Each line in the data holding "rows" should be listed.

SOURCE MATERIAL below:

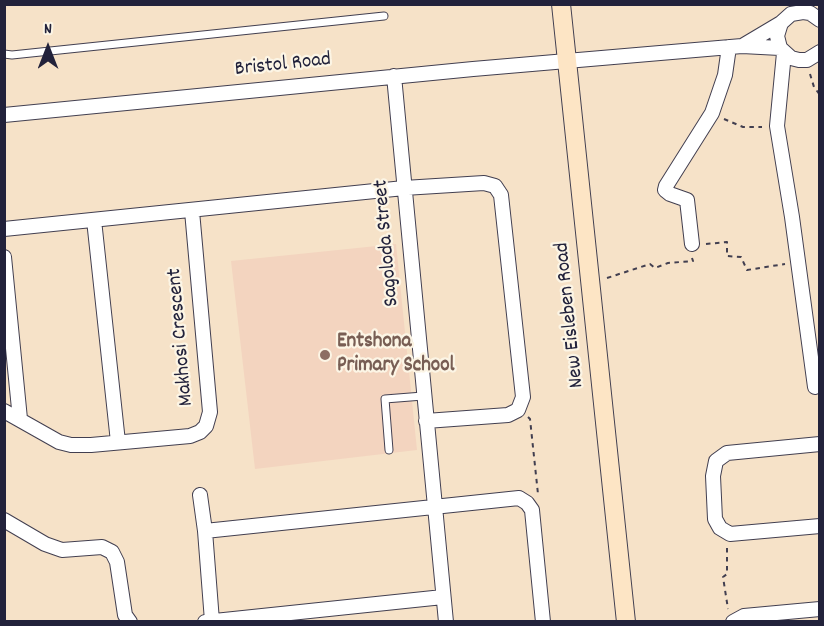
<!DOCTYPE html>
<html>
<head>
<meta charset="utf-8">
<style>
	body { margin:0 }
	#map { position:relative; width:824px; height:626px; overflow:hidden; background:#f6e2c8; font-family:Dekko,sans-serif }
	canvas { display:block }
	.frame { position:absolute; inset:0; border:6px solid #22223b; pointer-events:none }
	.north { position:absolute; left:18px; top:18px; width:60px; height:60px; -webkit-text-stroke:4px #fcf5e5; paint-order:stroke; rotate:0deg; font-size:16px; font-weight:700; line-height:24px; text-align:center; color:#22223b }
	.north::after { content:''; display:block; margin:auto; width:21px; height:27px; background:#22223b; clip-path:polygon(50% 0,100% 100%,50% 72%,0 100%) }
</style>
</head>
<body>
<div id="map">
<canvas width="824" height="626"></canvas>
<div class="frame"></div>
<div class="north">N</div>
</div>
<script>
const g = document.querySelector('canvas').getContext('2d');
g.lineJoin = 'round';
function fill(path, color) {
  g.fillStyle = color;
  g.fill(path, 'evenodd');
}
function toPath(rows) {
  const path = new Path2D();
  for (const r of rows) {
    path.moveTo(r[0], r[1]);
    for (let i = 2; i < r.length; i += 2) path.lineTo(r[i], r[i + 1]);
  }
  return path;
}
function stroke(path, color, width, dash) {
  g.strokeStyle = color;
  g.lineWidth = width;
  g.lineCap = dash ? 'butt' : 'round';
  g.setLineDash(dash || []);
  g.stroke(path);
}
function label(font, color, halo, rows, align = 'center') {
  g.font = font + ' Dekko,sans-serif';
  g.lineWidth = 4.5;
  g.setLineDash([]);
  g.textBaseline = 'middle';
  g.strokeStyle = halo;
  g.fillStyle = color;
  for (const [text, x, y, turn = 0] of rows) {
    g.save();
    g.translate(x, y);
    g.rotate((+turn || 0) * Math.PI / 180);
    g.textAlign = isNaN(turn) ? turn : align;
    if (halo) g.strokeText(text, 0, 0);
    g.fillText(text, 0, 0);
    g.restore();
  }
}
const built = toPath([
	[396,244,417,450,255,469,231,261]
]);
const path = toPath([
	[810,74,814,87,820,95],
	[820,106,820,107],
	[724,119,743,127,762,127],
	[706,244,727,242,727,256,741,257,747,270,785,264],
	[607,278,650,264,655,268,668,263,693,261,692,258],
	[528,417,530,419,538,494],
	[727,548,727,574,723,577,728,609]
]);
const lane = toPath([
	[4,54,12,55,384,16],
	[389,450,385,399,423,396]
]);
const street = toPath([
	[820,20,810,13,803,12,791,14,781,23,777,36,780,48,791,58,799,60,807,60,820,52],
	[744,45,781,23],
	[784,53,777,126,792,217,815,387],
	[394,76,446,622],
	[4,115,473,69,742,46,780,48],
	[94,220,118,442],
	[4,229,404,188,484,183,495,186,501,195,523,397,518,410,508,415,426,421],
	[692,244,687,200,670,194,665,190,666,186,712,113,725,75,729,47],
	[4,257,20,419],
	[4,411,59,442,71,445,91,445,190,436,200,432,206,426,210,412,192,211],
	[820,444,727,453,716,461,713,476,715,519,720,528,730,534,820,526],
	[200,495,205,531,212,621],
	[4,520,45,544,62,550,102,547,112,552,117,562,125,615,130,622],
	[205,531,519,498,527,503,532,510,543,622],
	[205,622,443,597],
	[733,622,744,616,820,609]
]);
const secondary = toPath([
	[561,4,626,622]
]);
const markers = [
	[325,355,6,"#8d6e63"]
];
const streetNames = [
	["Bristol Road",283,66,-6],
	["Sagoloda Street",388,243,-95],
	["New Eisleben Road",571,315,-96],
	["Makhosi Crescent",182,337,-95]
];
const educationNames = [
	["Entshona",337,343],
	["Primary School",337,367]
];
fill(built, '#f3d4bf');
stroke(lane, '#423f50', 9);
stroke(street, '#423f50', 16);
stroke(secondary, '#423f50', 20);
stroke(path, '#423f50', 2, [4.5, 4.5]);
stroke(lane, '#fff', 7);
stroke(street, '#fff', 14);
stroke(secondary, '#fde5c5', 18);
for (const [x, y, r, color] of markers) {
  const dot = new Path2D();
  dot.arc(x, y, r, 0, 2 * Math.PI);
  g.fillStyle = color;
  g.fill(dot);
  stroke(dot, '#fcf5e5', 2);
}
label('21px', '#22223b', '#fcf5e5', streetNames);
label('bold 21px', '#785e54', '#fcf5e5', educationNames, 'left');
</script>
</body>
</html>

End of SOURCE MATERIAL.

== FINISHED TASK ==
function toPath(rows) {
  for (const r of rows) {
function label(font, color, halo, rows, align = 'center') {
  for (const [text, x, y, turn = 0] of rows) {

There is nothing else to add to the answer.